Exercise requirements:
When you print the material, keep every line identical to the original.

Data to examine:
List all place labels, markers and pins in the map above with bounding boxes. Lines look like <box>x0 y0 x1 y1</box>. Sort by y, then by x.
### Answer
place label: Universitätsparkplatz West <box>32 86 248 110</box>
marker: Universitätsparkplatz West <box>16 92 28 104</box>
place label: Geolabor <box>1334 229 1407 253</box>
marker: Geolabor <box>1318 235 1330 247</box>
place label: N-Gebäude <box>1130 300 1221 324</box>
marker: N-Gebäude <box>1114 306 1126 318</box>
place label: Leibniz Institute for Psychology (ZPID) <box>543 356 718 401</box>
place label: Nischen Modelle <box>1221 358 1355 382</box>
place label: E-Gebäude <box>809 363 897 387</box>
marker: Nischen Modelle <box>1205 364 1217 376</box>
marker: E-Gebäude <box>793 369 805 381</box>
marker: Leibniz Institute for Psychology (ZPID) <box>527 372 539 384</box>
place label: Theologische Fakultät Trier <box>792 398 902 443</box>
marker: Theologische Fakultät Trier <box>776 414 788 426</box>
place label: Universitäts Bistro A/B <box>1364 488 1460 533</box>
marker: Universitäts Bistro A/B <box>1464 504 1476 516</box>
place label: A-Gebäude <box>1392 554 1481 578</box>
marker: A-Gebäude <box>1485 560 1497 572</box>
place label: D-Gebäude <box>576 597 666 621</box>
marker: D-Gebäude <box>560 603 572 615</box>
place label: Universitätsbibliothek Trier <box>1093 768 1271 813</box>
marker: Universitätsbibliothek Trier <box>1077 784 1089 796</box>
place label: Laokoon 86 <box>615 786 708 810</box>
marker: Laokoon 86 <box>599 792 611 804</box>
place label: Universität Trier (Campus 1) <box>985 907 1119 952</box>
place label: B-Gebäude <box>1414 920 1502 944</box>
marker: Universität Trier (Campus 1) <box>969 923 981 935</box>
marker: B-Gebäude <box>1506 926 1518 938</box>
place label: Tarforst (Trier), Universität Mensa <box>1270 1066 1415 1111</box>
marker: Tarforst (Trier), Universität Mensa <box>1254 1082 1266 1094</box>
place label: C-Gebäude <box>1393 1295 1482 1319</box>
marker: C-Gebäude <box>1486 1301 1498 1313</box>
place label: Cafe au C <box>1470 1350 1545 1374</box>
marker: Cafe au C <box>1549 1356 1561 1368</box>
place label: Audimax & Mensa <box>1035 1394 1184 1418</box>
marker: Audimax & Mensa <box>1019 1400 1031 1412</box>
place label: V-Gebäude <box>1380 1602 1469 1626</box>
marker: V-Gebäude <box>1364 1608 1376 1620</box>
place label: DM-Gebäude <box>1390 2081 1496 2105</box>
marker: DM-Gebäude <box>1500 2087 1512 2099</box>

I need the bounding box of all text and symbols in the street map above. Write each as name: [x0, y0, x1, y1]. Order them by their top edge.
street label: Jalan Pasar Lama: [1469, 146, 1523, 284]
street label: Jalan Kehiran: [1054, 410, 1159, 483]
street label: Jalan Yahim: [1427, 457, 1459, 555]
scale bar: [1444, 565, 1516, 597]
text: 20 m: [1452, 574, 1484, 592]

Solution for this task:
List all place labels, markers and pins in the map above with bounding boxes. Lines look like <box>x0 y0 x1 y1</box>. Sort by y, then by x.
### Answer
place label: Universitätsparkplatz West <box>32 86 248 110</box>
marker: Universitätsparkplatz West <box>16 92 28 104</box>
place label: Geolabor <box>1334 229 1407 253</box>
marker: Geolabor <box>1318 235 1330 247</box>
place label: N-Gebäude <box>1130 300 1221 324</box>
marker: N-Gebäude <box>1114 306 1126 318</box>
place label: Leibniz Institute for Psychology (ZPID) <box>543 356 718 401</box>
place label: Nischen Modelle <box>1221 358 1355 382</box>
place label: E-Gebäude <box>809 363 897 387</box>
marker: Nischen Modelle <box>1205 364 1217 376</box>
marker: E-Gebäude <box>793 369 805 381</box>
marker: Leibniz Institute for Psychology (ZPID) <box>527 372 539 384</box>
place label: Theologische Fakultät Trier <box>792 398 902 443</box>
marker: Theologische Fakultät Trier <box>776 414 788 426</box>
place label: Universitäts Bistro A/B <box>1364 488 1460 533</box>
marker: Universitäts Bistro A/B <box>1464 504 1476 516</box>
place label: A-Gebäude <box>1392 554 1481 578</box>
marker: A-Gebäude <box>1485 560 1497 572</box>
place label: D-Gebäude <box>576 597 666 621</box>
marker: D-Gebäude <box>560 603 572 615</box>
place label: Universitätsbibliothek Trier <box>1093 768 1271 813</box>
marker: Universitätsbibliothek Trier <box>1077 784 1089 796</box>
place label: Laokoon 86 <box>615 786 708 810</box>
marker: Laokoon 86 <box>599 792 611 804</box>
place label: Universität Trier (Campus 1) <box>985 907 1119 952</box>
place label: B-Gebäude <box>1414 920 1502 944</box>
marker: Universität Trier (Campus 1) <box>969 923 981 935</box>
marker: B-Gebäude <box>1506 926 1518 938</box>
place label: Tarforst (Trier), Universität Mensa <box>1270 1066 1415 1111</box>
marker: Tarforst (Trier), Universität Mensa <box>1254 1082 1266 1094</box>
place label: C-Gebäude <box>1393 1295 1482 1319</box>
marker: C-Gebäude <box>1486 1301 1498 1313</box>
place label: Cafe au C <box>1470 1350 1545 1374</box>
marker: Cafe au C <box>1549 1356 1561 1368</box>
place label: Audimax & Mensa <box>1035 1394 1184 1418</box>
marker: Audimax & Mensa <box>1019 1400 1031 1412</box>
place label: V-Gebäude <box>1380 1602 1469 1626</box>
marker: V-Gebäude <box>1364 1608 1376 1620</box>
place label: DM-Gebäude <box>1390 2081 1496 2105</box>
marker: DM-Gebäude <box>1500 2087 1512 2099</box>

I need the bounding box of all text and symbols in the street map above. Write each as name: [x0, y0, x1, y1]. Order them by their top edge.
street label: Jalan Pasar Lama: [1469, 146, 1523, 284]
street label: Jalan Kehiran: [1054, 410, 1159, 483]
street label: Jalan Yahim: [1427, 457, 1459, 555]
scale bar: [1444, 565, 1516, 597]
text: 20 m: [1452, 574, 1484, 592]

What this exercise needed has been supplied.